Commentary

Just An Online Minute... Verizon Rescinds Text Message Block

This morning, after news broke that Verizon had refused to allow the abortion rights group Naral Pro-Choice America to send text messages to supporters, the telecom changed its position. Now, the company says it will allow Naral to send text messages.

"The decision to not allow text messaging on an important, though sensitive, public policy issue was incorrect, and we have fixed the process that led to this isolated incident," Jeffrey Nelson, a company spokesman, told The New York Times in a statement.
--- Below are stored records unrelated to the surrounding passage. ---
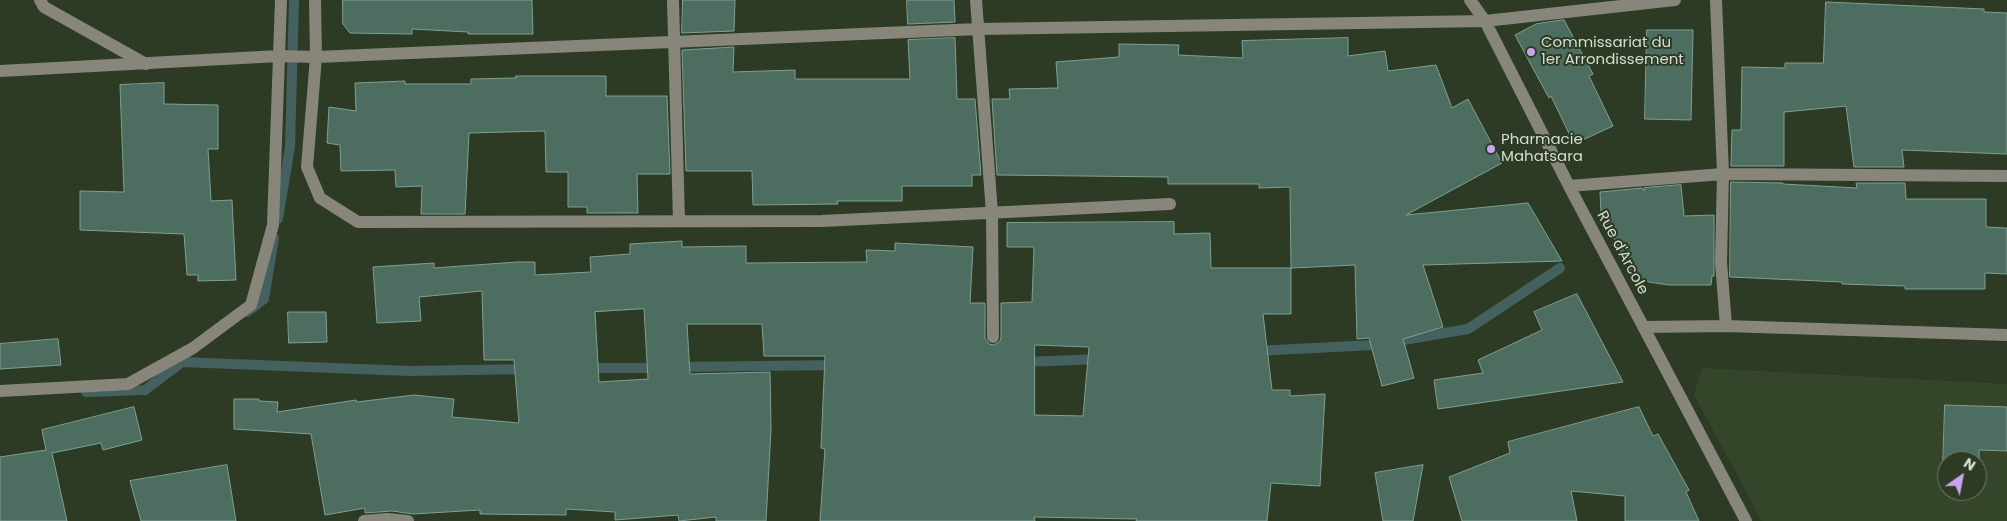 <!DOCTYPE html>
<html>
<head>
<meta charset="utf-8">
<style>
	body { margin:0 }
	#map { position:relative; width:2007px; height:521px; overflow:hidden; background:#2d3b25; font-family:Poppins,sans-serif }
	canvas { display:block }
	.north { position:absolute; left:1937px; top:451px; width:50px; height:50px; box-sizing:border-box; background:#2d3b25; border:1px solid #707c69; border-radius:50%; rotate:33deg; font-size:14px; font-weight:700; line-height:20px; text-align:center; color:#d5ded0 }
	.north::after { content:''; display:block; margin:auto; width:18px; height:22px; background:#c8a6ef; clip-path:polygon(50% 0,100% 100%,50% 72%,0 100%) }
</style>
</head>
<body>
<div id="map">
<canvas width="2007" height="521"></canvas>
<div class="north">N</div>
</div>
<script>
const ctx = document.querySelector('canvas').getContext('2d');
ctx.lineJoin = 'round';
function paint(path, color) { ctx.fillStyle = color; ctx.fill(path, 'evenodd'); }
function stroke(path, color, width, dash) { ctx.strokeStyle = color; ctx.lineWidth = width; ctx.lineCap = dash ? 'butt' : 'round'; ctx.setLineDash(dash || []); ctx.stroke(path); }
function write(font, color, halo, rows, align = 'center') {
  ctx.font = font + ' Poppins,sans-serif'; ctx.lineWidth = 4; ctx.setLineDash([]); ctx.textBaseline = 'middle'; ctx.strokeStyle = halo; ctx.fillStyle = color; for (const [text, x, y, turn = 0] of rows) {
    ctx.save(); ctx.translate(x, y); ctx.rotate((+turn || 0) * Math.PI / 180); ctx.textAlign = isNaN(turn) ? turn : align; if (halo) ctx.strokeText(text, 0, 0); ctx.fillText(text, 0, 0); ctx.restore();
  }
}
paint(new Path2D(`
	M 1702,368 L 2007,384 L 2007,521 L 1762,521 L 1694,395 ZM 1947,461 L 1977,461 L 1977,491 L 1947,491 Z`), '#344529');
stroke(new Path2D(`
	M 278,219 L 290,147 L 294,0
	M 247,312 L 264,299 L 274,238
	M 1255,351 L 1374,345 L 1468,329 L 1560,268
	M 182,362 L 410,371 L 528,369
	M 1023,362 L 1101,359
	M 678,367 L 838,365
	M 585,368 L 661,368
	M 86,392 L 145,390 L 186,359`), '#44615f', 10);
const building = new Path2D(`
	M 343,0 L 532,0 L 533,34 L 468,34 L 468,32 L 412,29 L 412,34 L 350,33 L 343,24 Z
	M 683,0 L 735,0 L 734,31 L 682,33 Z
	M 907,0 L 954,0 L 955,22 L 908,24 Z
	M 1826,2 L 1984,9 L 1984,12 L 2007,13 L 2007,154 L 1902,150 L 1904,167 L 1854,167 L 1846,106 L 1784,112 L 1784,166 L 1731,166 L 1732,130 L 1741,130 L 1742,67 L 1785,68 L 1785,63 L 1823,63 Z
	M 1564,20 L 1593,74 L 1589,76 L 1613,126 L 1574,144 L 1551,96 L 1549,98 L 1515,35 L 1536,24 Z
	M 1647,30 L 1693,30 L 1691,120 L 1645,119 Z
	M 955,38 L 957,99 L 975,99 L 981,175 L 972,175 L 972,186 L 902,186 L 902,201 L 837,201 L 838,204 L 753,205 L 752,171 L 686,171 L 682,50 L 734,47 L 733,72 L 795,70 L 795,79 L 910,79 L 908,40 Z
	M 1348,38 L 1348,56 L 1385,51 L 1388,71 L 1436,65 L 1452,108 L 1468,99 L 1502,163 L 1406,215 L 1528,203 L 1562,261 L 1423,265 L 1443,327 L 1403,339 L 1414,378 L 1382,386 L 1369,338 L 1357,339 L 1355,265 L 1291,268 L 1290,187 L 1259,188 L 1259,184 L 1168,184 L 1168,177 L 997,175 L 992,99 L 1010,99 L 1009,89 L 1058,88 L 1056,62 L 1119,57 L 1119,44 L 1179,45 L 1178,55 L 1243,58 L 1242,41 Z
	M 516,76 L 606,76 L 606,96 L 667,96 L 670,174 L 637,174 L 638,213 L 587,213 L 587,207 L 568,207 L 568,172 L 546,172 L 545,131 L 469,133 L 465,214 L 421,214 L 422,186 L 396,187 L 395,170 L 341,171 L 340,145 L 327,143 L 329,107 L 356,111 L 355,83 L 405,81 L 405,84 L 471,84 L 471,79 L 516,78 Z
	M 164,83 L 164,104 L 218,105 L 218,149 L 208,149 L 211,201 L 232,200 L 236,280 L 198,281 L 198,275 L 187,275 L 184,234 L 80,230 L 80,191 L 124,192 L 120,85 Z
	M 1731,182 L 1783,183 L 1783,184 L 1857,188 L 1856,183 L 1905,183 L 1906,199 L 1986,199 L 1986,227 L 2007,228 L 2007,274 L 1985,273 L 1985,289 L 1905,289 L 1905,286 L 1842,284 L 1842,282 L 1730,277 Z
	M 1681,185 L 1684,216 L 1714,215 L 1714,276 L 1712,276 L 1711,285 L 1669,285 L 1649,282 L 1630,270 L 1601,213 L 1600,192 L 1642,188 L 1644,191 L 1644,188 Z
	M 1174,222 L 1174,234 L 1210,233 L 1211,268 L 1291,268 L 1291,314 L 1263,314 L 1272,390 L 1290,390 L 1290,396 L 1325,394 L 1320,486 L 1271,483 L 1267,521 L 1136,521 L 1137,519 L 1034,517 L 1035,521 L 820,521 L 825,449 L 821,448 L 825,356 L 764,356 L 762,324 L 687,324 L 690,374 L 770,372 L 771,429 L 766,521 L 716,521 L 716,517 L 679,521 L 678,515 L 615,520 L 615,512 L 566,509 L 566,515 L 480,514 L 480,510 L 413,514 L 392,511 L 365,513 L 365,508 L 325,515 L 311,434 L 234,429 L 234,399 L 259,399 L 259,401 L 278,402 L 277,412 L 356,400 L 357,402 L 414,395 L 454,399 L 452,417 L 519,423 L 514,360 L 484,360 L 482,291 L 419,297 L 421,321 L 377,323 L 373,267 L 434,263 L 434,268 L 517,262 L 535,262 L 535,275 L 591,272 L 590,257 L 630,254 L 630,244 L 682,241 L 682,247 L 746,246 L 746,263 L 867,262 L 866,250 L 895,251 L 895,243 L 973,247 L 970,303 L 985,303 L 985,338 L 989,344 L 994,345 L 1000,341 L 1001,337 L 1001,303 L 1032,302 L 1034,247 L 1007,247 L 1007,223 ZM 644,309 L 648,379 L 599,382 L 595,312 ZM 1035,345 L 1089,347 L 1083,416 L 1035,415 Z
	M 1577,294 L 1623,382 L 1438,409 L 1434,380 L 1483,373 L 1478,360 L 1542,330 L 1534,312 Z
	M 288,312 L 326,312 L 327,342 L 289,343 Z
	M 58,339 L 61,365 L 0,369 L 0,344 Z
	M 1945,405 L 2007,407 L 2007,451 L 1979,450 L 1979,468 L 1977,468 L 1977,461 L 1947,461 L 1947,467 L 1943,467 Z
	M 134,407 L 142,440 L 103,450 L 101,443 L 52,453 L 67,521 L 0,521 L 0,457 L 46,450 L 42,430 Z
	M 1639,407 L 1653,436 L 1658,434 L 1689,490 L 1686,492 L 1699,521 L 1625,521 L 1625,496 L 1571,491 L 1577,521 L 1462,521 L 1449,477 L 1510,453 L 1508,442 Z
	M 227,465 L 236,521 L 141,521 L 130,481 Z
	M 1423,465 L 1413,521 L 1383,521 L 1375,473 Z`);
paint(building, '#4e6d61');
stroke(building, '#7fa093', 1);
stroke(new Path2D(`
	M 40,0 L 44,7 L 146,64
	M 315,0 L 316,57 L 307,167 L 320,198 L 358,222 L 822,221 L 1170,204
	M 673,0 L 679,221
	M 976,0 L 992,213 L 993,337
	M 1470,0 L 1485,21 L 1569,186 L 1746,521
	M 1716,0 L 1723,174 L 1721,262 L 1726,326
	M 0,71 L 279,56 L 316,57 L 979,29 L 1485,21 L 1675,0
	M 1569,186 L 1723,174 L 2007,176
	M 1643,327 L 1726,326 L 2007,335
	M 0,391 L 128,384 L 193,348 L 251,305 L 273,225 L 281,0
	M 364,521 L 387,519 L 408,521`), '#88867a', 12);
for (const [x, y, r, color] of [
	[1531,52,5,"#c8a6ef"],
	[1491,149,5,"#c8a6ef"]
]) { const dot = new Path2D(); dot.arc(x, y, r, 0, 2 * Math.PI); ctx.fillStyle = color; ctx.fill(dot); stroke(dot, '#2d3b25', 2); }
write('15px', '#d5ded0', '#2d3b25', [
	["Commissariat du",1541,43],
	["1er Arrondissement",1541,60],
	["Pharmacie",1501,140],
	["Mahatsara",1501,157]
], 'left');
write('15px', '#d5ded0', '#2d3b25', [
	["Rue d'Arcole",1622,253,62]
]);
</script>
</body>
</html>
The turnaround came just hours after the Times posted an online story about Verizon refusing to allow Naral to send text messages.

Even though Verizon reversed itself, the incident shows what can happen when Internet access providers pick and choose which content to allow over their networks. As last night's Times article pointed out, that power is at the heart of the debate over whether to pass net neutrality laws, which would prohibit Internet access providers from refusing to transmit certain content or degrading service to some publishers.

Here, Verizon undoubtedly was concerned about the bad press it was receiving for prohibiting a group with a sizable opt-in membership from sending text messages, but it's not clear how Verizon or telecoms will treat other, less well-known groups. For that matter, it's also not clear how many nonprofits or political groups Verizon has blocked from sending text messages in the past.